There’s basically never a reason to start the y-axis of your comparison graph anywhere besides zero.
It generated several dissenting replies, including one from me. Coincidentally, I had just re-read part of John Tukey's classic book "Exploratory Data Analysis" (1977) in which he shows a good counter-example to that guideline. The point comes from a discussion introducing a variation of a box plot called a "schematic plot." He introduced the general box plot in 1969, and the schematic plot refined the box plot with a specific set of rules for the whisker lengths and outlier displays, which has always been the default in JMP where it's called an "outlier box plot."
The example in question uses Lord Rayleigh's measurements of the mass of nitrogen. It's a very small data set by today's standards and Tukey nicely lists the data in his book. I also checked Lord Rayleigh's publication, On an anomaly encountered in determinations on the density of nitrogen gas, 1894 which contains a few more observations and a couple minor differences from Tukey's data. I've attached CSV and JMP versions of the data set, with Tukey's data in a separate column.
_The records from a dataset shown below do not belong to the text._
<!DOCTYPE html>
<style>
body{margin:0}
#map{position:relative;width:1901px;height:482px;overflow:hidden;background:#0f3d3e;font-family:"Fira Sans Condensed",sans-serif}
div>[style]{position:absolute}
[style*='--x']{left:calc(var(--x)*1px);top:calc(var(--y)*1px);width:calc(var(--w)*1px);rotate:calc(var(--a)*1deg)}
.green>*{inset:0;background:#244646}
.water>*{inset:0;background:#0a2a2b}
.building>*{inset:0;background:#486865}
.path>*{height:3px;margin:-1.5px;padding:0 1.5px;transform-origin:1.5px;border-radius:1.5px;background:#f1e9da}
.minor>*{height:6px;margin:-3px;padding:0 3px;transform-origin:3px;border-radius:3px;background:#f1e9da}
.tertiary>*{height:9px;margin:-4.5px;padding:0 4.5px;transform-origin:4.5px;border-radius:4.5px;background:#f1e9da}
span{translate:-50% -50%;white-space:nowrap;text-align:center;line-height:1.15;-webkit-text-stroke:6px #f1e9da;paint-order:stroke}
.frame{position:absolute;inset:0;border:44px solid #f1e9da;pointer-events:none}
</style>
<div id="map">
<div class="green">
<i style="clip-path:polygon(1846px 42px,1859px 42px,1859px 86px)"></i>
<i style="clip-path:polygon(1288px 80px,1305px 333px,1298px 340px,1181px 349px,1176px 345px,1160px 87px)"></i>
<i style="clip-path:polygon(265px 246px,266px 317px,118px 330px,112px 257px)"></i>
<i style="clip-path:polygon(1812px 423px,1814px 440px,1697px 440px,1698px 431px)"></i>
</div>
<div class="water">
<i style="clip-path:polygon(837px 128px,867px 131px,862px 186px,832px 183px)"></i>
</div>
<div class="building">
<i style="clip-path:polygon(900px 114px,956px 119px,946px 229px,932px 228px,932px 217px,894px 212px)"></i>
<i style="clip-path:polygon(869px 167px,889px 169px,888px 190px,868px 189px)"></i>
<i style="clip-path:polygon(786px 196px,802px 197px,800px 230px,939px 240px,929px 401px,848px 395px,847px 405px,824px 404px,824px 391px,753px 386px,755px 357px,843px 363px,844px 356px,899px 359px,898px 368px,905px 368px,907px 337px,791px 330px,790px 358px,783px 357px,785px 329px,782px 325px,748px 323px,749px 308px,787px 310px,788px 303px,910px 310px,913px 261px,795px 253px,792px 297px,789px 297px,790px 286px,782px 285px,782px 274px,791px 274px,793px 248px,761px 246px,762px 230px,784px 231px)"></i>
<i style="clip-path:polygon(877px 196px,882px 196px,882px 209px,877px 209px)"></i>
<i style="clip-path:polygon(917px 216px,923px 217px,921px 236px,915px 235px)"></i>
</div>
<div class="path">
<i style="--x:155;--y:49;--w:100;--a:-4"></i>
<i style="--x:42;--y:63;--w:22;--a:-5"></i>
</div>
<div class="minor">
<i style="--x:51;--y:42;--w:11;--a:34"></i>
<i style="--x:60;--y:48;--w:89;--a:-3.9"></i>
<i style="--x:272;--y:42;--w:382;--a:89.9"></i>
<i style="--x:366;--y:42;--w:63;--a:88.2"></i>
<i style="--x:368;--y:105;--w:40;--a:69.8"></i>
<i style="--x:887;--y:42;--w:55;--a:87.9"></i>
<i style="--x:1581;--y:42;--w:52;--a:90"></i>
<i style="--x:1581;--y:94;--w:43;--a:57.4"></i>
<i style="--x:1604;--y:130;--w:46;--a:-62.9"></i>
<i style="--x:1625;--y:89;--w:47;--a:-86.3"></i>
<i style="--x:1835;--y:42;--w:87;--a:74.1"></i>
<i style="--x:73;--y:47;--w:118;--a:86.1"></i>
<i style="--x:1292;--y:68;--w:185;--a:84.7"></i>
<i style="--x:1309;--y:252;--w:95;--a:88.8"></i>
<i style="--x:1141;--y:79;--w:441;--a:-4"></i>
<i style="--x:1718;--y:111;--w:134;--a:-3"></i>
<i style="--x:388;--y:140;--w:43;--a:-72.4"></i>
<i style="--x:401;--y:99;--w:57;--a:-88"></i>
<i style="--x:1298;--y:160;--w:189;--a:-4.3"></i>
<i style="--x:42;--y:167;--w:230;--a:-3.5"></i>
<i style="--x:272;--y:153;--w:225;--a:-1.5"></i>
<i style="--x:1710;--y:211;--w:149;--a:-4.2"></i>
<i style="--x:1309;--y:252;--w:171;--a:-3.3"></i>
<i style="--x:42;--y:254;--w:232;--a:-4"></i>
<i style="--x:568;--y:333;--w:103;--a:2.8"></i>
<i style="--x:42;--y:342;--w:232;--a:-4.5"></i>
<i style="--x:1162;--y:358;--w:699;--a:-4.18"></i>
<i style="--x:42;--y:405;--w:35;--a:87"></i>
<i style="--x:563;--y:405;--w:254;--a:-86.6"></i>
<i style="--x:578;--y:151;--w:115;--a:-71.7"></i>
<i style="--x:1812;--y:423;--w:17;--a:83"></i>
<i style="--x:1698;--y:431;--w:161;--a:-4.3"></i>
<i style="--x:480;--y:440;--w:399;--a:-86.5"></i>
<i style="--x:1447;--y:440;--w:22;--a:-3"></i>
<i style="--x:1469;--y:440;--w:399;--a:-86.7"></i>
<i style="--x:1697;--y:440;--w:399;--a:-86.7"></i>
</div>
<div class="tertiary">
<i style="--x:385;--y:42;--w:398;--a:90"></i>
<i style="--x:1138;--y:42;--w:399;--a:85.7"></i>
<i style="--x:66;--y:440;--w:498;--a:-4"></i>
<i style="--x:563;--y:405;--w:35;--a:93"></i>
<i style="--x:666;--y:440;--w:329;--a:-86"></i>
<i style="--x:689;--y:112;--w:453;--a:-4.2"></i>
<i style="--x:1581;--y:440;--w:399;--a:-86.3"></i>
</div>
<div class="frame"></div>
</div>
Importantly, the measurements record the details about how the nitrogen itself was produced. The graph below shows the recorded weight (in grams per "globe") versus the origin and the purifying agent.
The main difference is whether the nitrogen comes from air or not, which is how Tukey shows it. Here are some of his text and figures.
Although Tukey is comparing summary views (box plot vs. mean bar chart), his point holds for raw data as well. Here are JMP scatter plot versions of those plots.
It turns out that Lord Rayleigh's "nitrogen" from air also contained other elements unknown at the time, and the small differences led to the discovery of the element argon, for which he won a Nobel Prize.
So while a zero scale is often wise for comparison graphs, there is no substitute for making an intelligent choice. As Tukey suggests, the zero-origin plot doesn't make the case for a Nobel Prize.